The Consumer Financial Protection Bureau, the watchdog created after the 2008 financial meltdown and largely muzzled in the Trump era, is poised to start barking again.

The agency will focus first on enforcing legal protections for distressed renters, student borrowers and others facing growing debt that its previous leadership has been lax about imposing during the pandemic.

But the CFPB — which President Biden has tapped 38-year-old Rohit Chopra to lead — is also likely to take an unprecedentedly tough line against industry giants it finds engaging in abusive practices, former agency officials advising the Biden team say.

“It’s a matter of ramping back up,” said Richard Cordray, the CFPB’s first director, who stepped down in late 2017. The agency under President Donald Trump was “picking at odds and ends. They ramped down, and it’s a matter of changing direction.”

That will mark a dramatic turn. Just last year, consumer complaints to the agency rose by 60 percent over 2019, agency data shows, setting a record as the economic crisis wiped out millions of jobs and pushed lower-income Americans to the brink.

Yet the relief the agency secured for consumers topped out at less than $700 million, a fraction of the $5.6 billion it collected in 2015, its high-water mark. Kathy Kraninger, a Trump appointee who resigned as director of the agency last week at Biden’s request, signaled the outcome at the start of the pandemic. She said in late March that financial companies would not face penalties for violating consumer protections in the Cares Act if they made “good-faith” efforts to comply.

That continued the agency’s more hands-off approach to corporate interests under Trump appointees. Over the course of the Trump presidency, the agency wrangled $2.3 billion in consumer relief, a steep drop from the $10.7 billion during its first five full years in operation under the Obama administration. And the agency shifted its crosshairs notably — from big-money actions against major companies including American Express, Citibank, Corinthian Colleges, JPMorgan Chase, Sprint and Wells Fargo, to smaller-dollar rulings against more fringe firms.

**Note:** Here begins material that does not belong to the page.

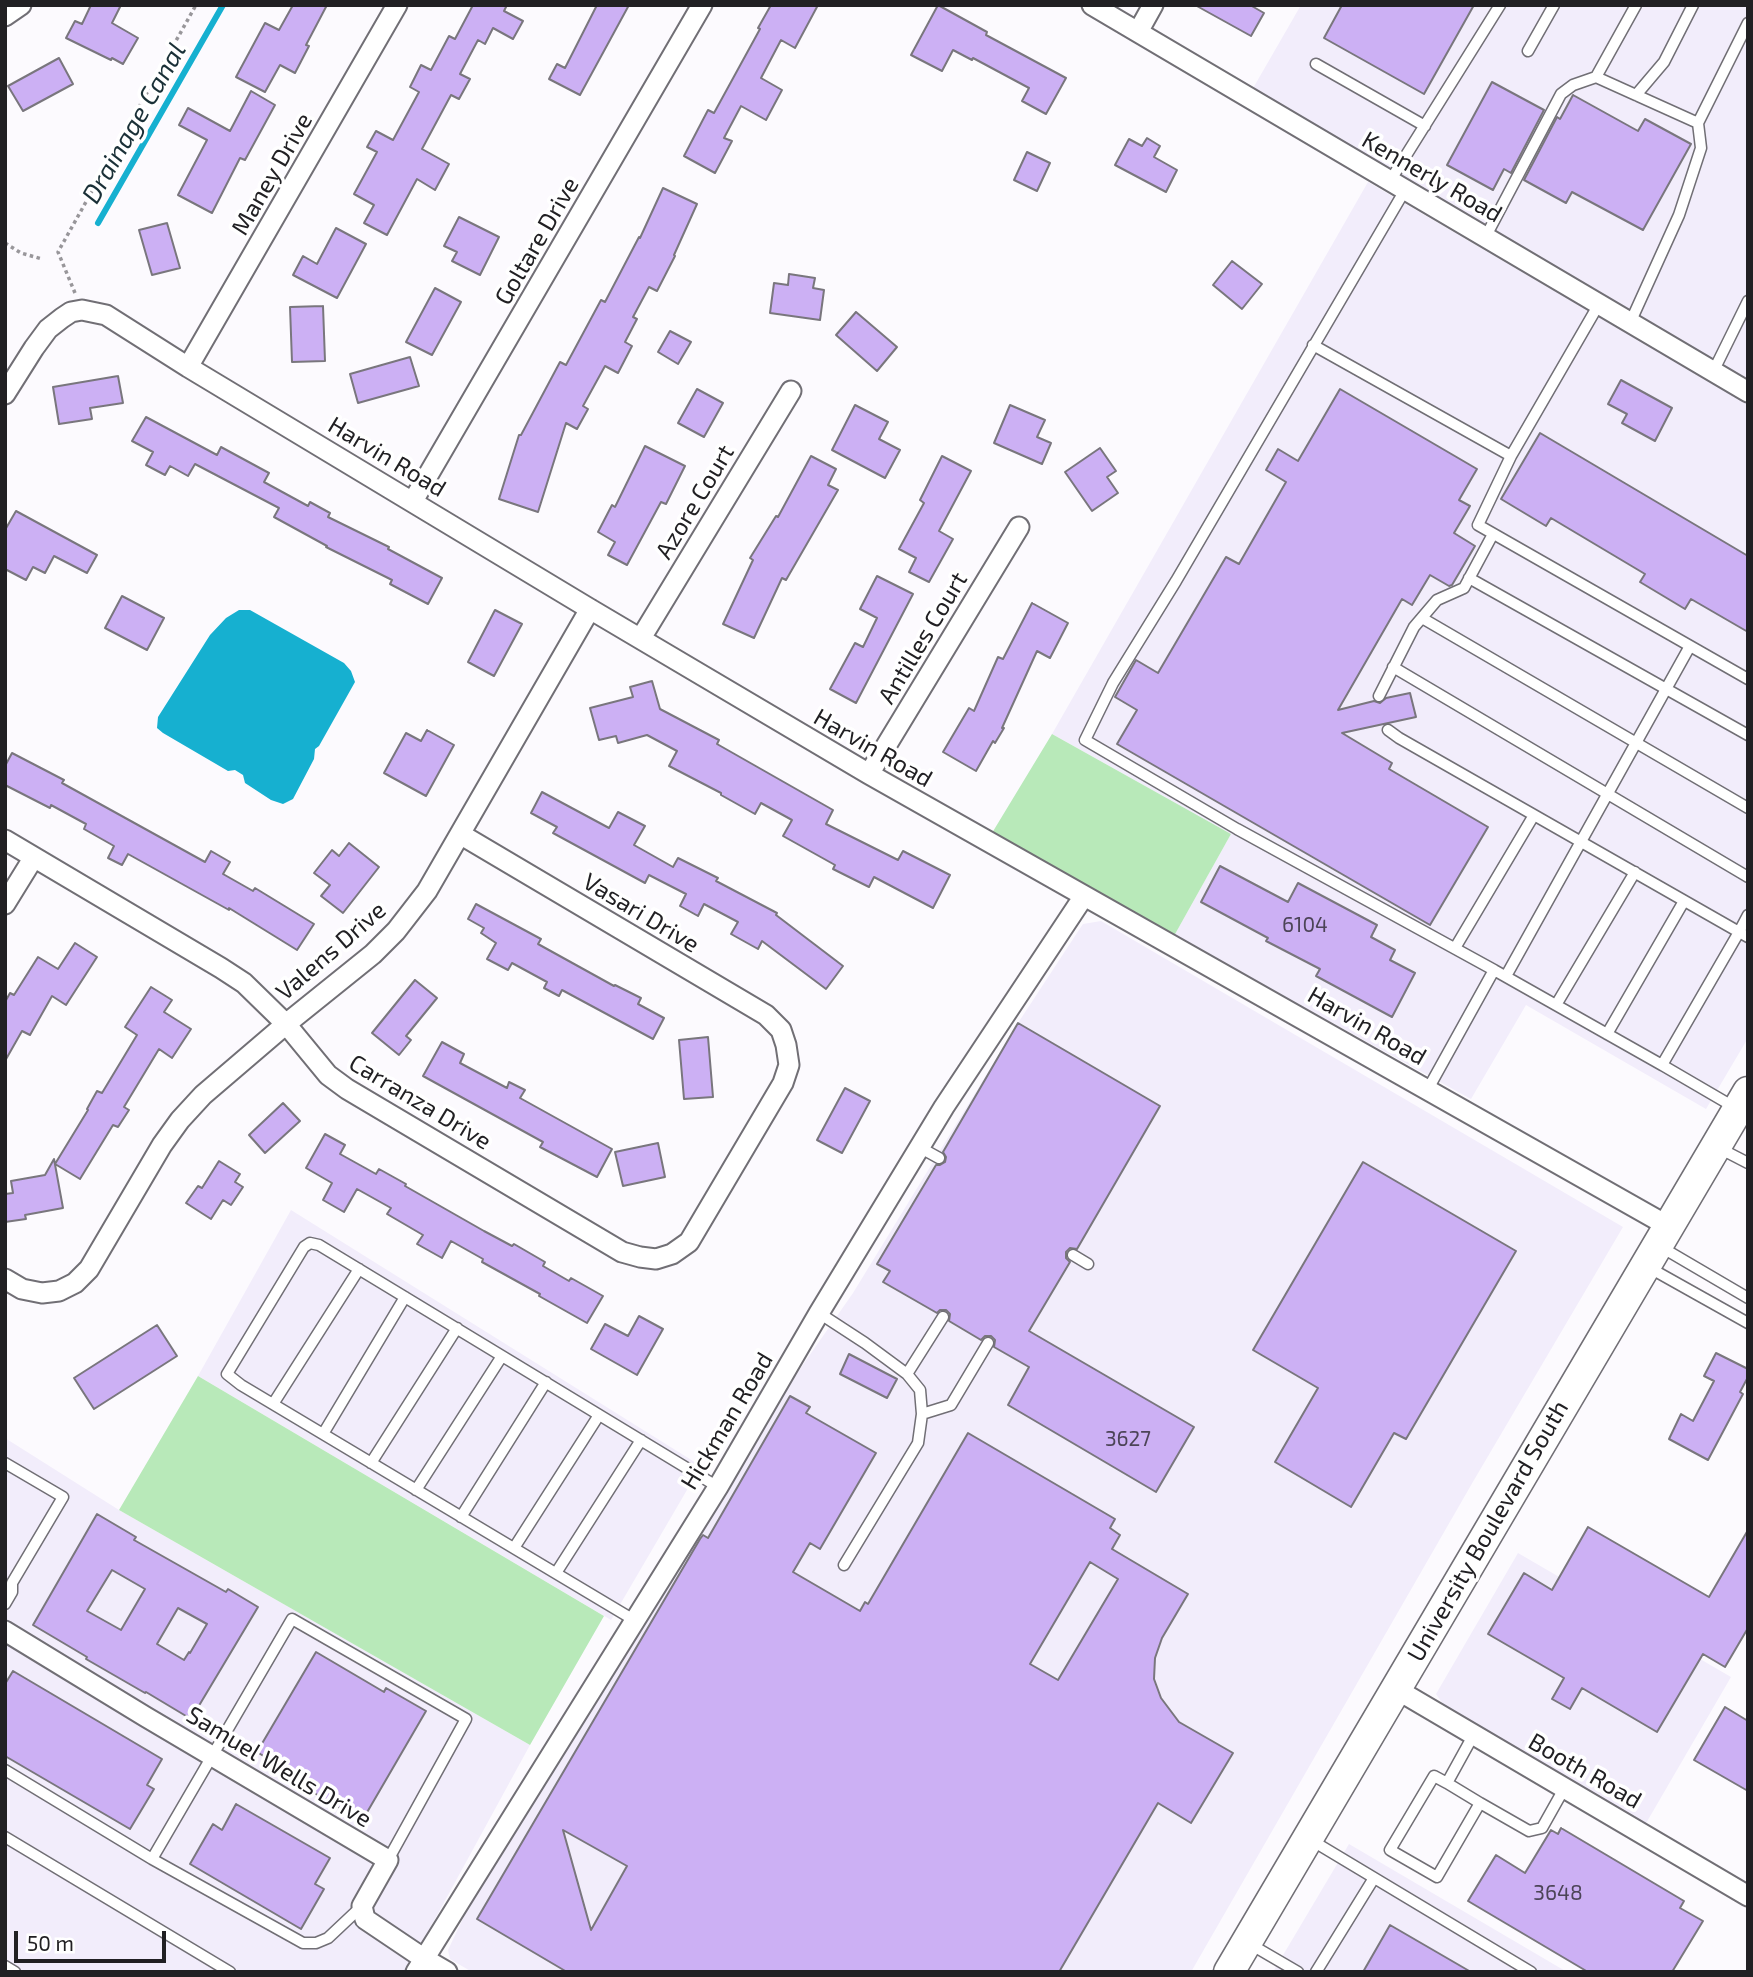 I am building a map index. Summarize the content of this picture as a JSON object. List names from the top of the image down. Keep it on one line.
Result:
{"streets":{"main road":["University Boulevard South"],"street":["Maney Drive","Kennerly Road","Goltare Drive","Harvin Road","Azore Court","Antilles Court","Vasari Drive","Valens Drive","Carranza Drive","Hickman Road","Samuel Wells Drive","Booth Road"]},"crossings":[["Maney Drive","Harvin Road"],["Goltare Drive","Harvin Road"],["Harvin Road","Azore Court"],["Harvin Road","Antilles Court"],["Harvin Road","Valens Drive"],["Harvin Road","Hickman Road"],["Harvin Road","University Boulevard South"],["Vasari Drive","Valens Drive"],["Vasari Drive","Carranza Drive"],["Valens Drive","Carranza Drive"],["University Boulevard South","Booth Road"]],"water":["Drainage Canal"],"house_numbers":["6104","3627","3648"],"scale_bar":"50 m"} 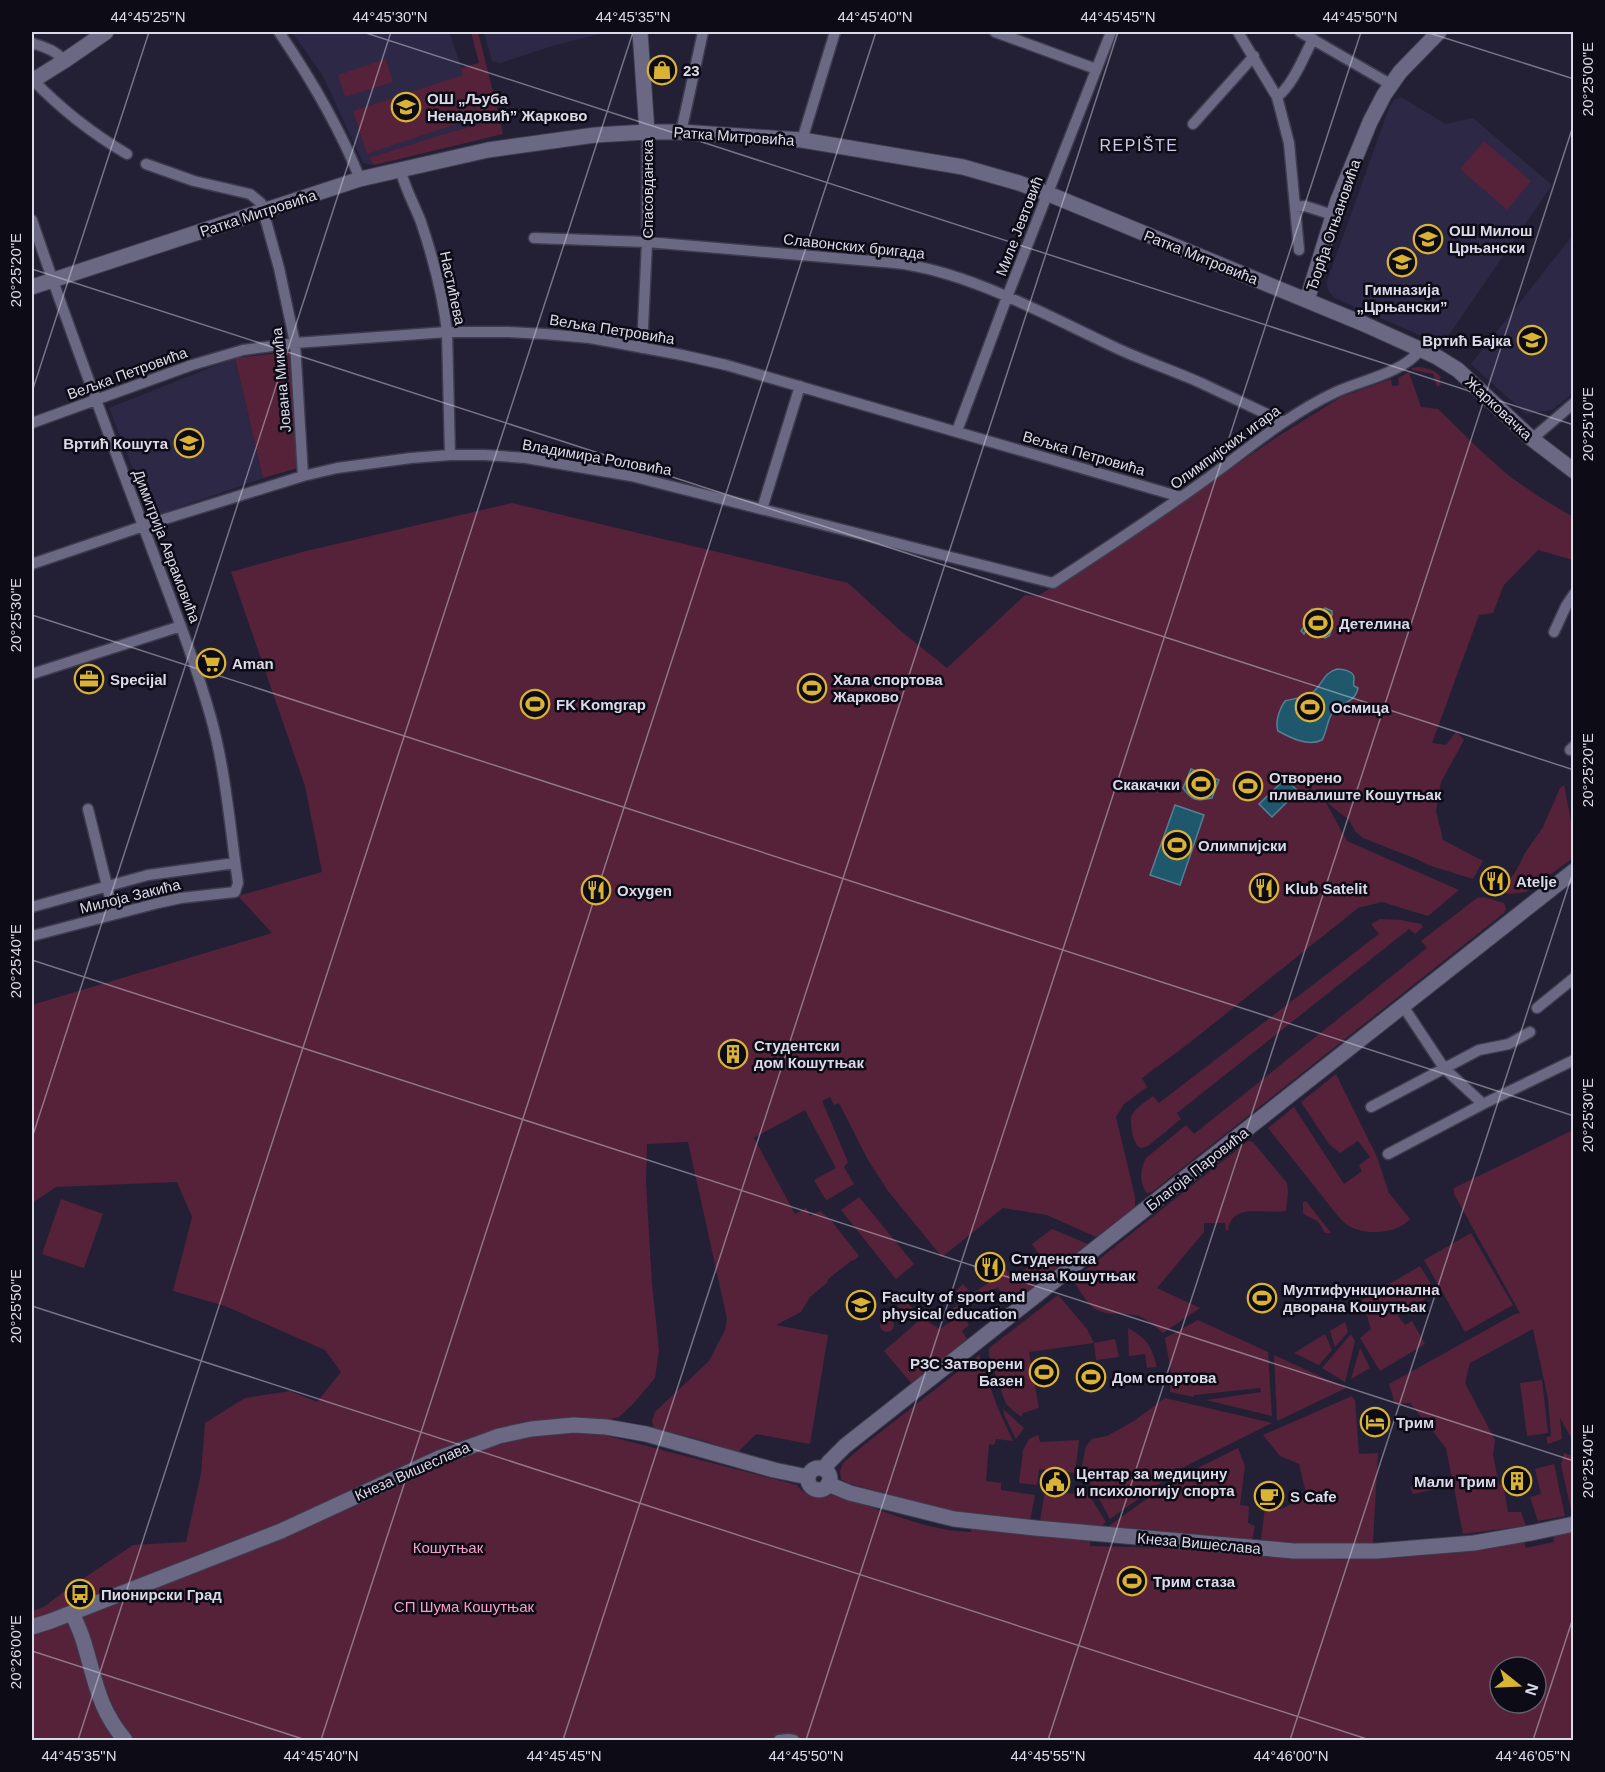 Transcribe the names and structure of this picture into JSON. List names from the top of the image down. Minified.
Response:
{"streets":{"street":["Ратка Митровића","Спасовданска","Ђорђа Огњановића","Миле Јевтовић","Славонских бригада","Настићева","Вељка Петровића","Јована Микића","Жарковачка","Олимпијских игара","Владимира Роловића","Димитрија Аврамовића","Милоја Закића","Благоја Паровића","Кнеза Вишеслава"]},"crossings":[["Ратка Митровића","Спасовданска"],["Ратка Митровића","Ђорђа Огњановића"],["Ратка Митровића","Миле Јевтовић"],["Ратка Митровића","Настићева"],["Ратка Митровића","Јована Микића"],["Ратка Митровића","Жарковачка"],["Ратка Митровића","Олимпијских игара"],["Ратка Митровића","Димитрија Аврамовића"],["Спасовданска","Славонских бригада"],["Спасовданска","Вељка Петровића"],["Миле Јевтовић","Славонских бригада"],["Миле Јевтовић","Вељка Петровића"],["Славонских бригада","Олимпијских игара"],["Настићева","Вељка Петровића"],["Настићева","Владимира Роловића"],["Вељка Петровића","Јована Микића"],["Вељка Петровића","Олимпијских игара"],["Вељка Петровића","Димитрија Аврамовића"],["Јована Микића","Владимира Роловића"],["Жарковачка","Олимпијских игара"],["Олимпијских игара","Владимира Роловића"],["Владимира Роловића","Димитрија Аврамовића"],["Димитрија Аврамовића","Милоја Закића"],["Благоја Паровића","Кнеза Вишеслава"]],"districts":["REPIŠTE"],"parks":["Кошутњак","СП Шума Кошутњак"],"places":{"shop":["23"],"school or university":["ОШ „Љуба Ненадовић” Жарково","ОШ Милош Црњански","Гимназија „Црњански”","Вртић Бајка","Вртић Кошута","Faculty of sport and physical education"],"sports":["Детелина","Хала спортова Жарково","FK Komgrap","Осмица","Скакачки","Отворено пливалиште Кошутњак","Олимпијски","Мултифункционална дворана Кошутњак","РЗС Затворени Базен","Дом спортова","Трим стаза"],"supermarket":["Aman"],"office":["Specijal"],"restaurant":["Atelje","Klub Satelit","Oxygen","Студенстка менза Кошутњак"],"building":["Студентски дом Кошутњак","Мали Трим"],"hotel":["Трим"],"public building":["Центар за медицину и психологију спорта"],"cafe":["S Cafe"],"bus stop":["Пионирски Град"]},"north":"right","coordinates":["44°45'25\"N","44°45'30\"N","44°45'35\"N","44°45'40\"N","44°45'45\"N","44°45'50\"N","20°25'00\"E","20°25'20\"E","20°25'10\"E","20°25'30\"E","20°25'40\"E","20°25'50\"E","20°26'00\"E","44°45'55\"N","44°46'00\"N","44°46'05\"N"]}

“When you’re only going after last-dollar scammers and small, fly-by-night companies, you’re not sending a message to the big banks, big debt collectors, and big credit bureaus that there’s a sheriff in town,” said Ed Mierzwinski, senior director of the U.S. Public Interest Research Group’s federal consumer program. “As soon as he’s confirmed, Rohit will bring a renewed sense of urgency.”

The White House referred questions to the CFPB, which did not respond to a request for comment. In announcing Chopra, the Biden transition said the CFPB’s former student loan ombudsman now serving on the Federal Trade Commission “has actively advocated to promote fair, competitive markets that protect families and honest businesses from abuses.”

Former colleagues say they expect Chopra, a graduate of the Wharton School at the University of Pennsylvania and acolyte of Sen. Elizabeth Warren (D-Mass.), to use the agency’s enforcement authority to fundamentally shake up how big businesses interact with consumers where he perceives widespread abuse.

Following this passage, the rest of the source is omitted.